Me dio la impresión de que la gran niebla no era otra cosa que veneno contra insectos como el que yo había usado más de una vez, en vano, para eliminar a las hormigas de la terraza.
—Sí, ejem… Soy una víctima de la gran niebla —contesté.
—Yo soy la comandante Krttx —me explicó con voz rechinante.
No sólo me sorprendió la ausencia de vocales en el nombre, sino también las muchas cicatrices que cubrían su cuerpo. ¿Se las había hecho en la batalla?
—¿Cómo te llamas? —preguntó Krttx.
—Kim.
—Qué nombre más ridículo.
Oí las risitas de las otras hormigas.
—Orden en las filas —gritó Krttx que, por lo visto, no soportaba bromas en la tropa—. Arrima el hombro, Kim —dijo y, en su boca, «Kim» sonó como una palabrota especialmente despectiva.
—No, gracias —contesté.
Sólo me faltaba eso: ¡estar muerta y encima tener que arrastrar ositos de goma!
—¡Arrima el hombro!
—En ese tono, seguro que no.
No me gustaba que me gritaran. Si alguien gritaba en una conversación, ese alguien generalmente era yo.
—Ah, ¿y qué tono te gustaría? —preguntó Krttx en un tono dulzón.
—El adecuado —repliqué.
—¡AAAARRIMA EEEL HOOOMBRO! —rugió Krttx tan fuerte que mis antenas vibraron.
Y luego volvió a preguntar, todavía con un rastro de dulzura:
—¿Te ha parecido adecuado?
—En realidad, no —respondí.
La hormiga jefe se puso entonces realmente furiosa y masculló:
—Arrima el hombro ahora mismo.
—¿Por qué tendría que hacerlo?
—Porque si no lo haces te partiré el cuello.

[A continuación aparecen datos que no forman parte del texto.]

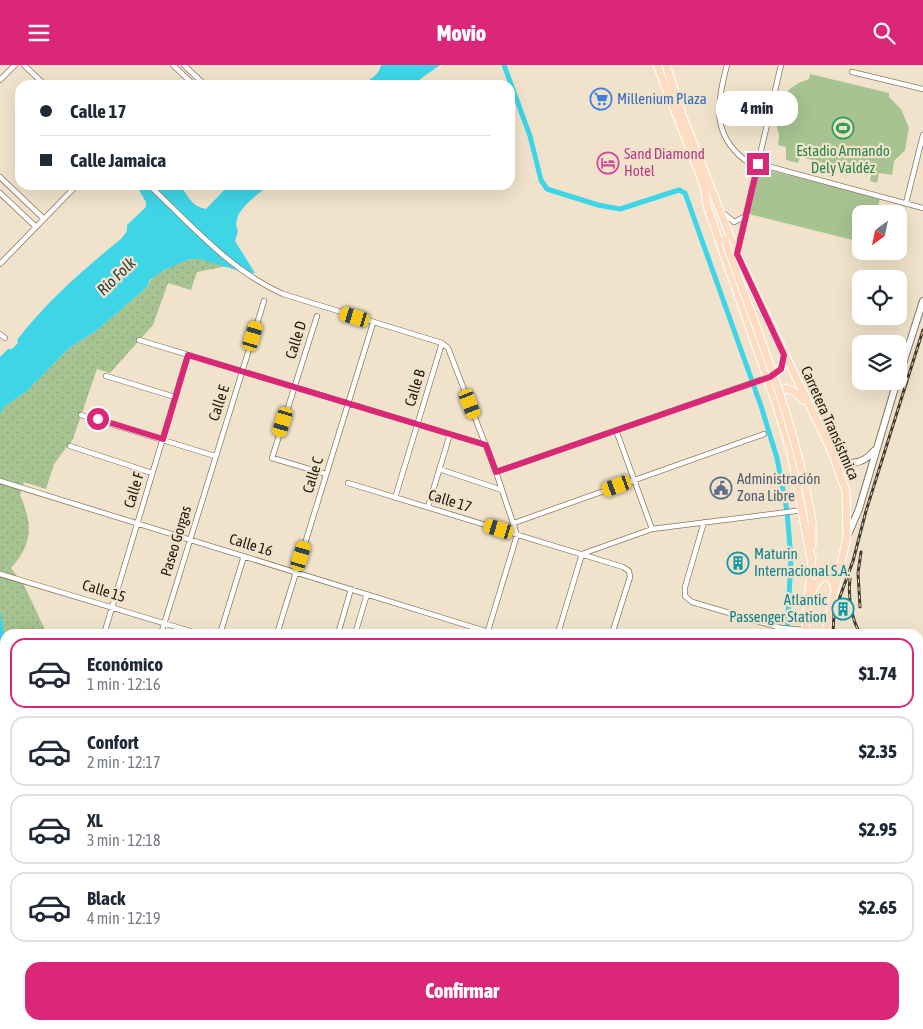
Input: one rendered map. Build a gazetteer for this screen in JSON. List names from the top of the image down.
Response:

Era un argumento bastante convincente.
Amedrentada, me uní a la fila y tuve que cargar el trozo de osito de goma con las demás obreras. Era pegajoso y apestaba horrores a fresa artificial. Lo arrastramos a través del interminable túnel, que descendía cada vez más hondo en la tierra húmeda. Era tremendamente agotador. Hacía mucho que no sudaba de aquella manera. El deporte nunca había sido lo mío. Siempre que Alex me preguntaba que por qué no lo acompañaba a hacer footing, yo contestaba: «Si Dios hubiera querido que las personas corrieran, habría procurado que estuvieran atractivas con chándal».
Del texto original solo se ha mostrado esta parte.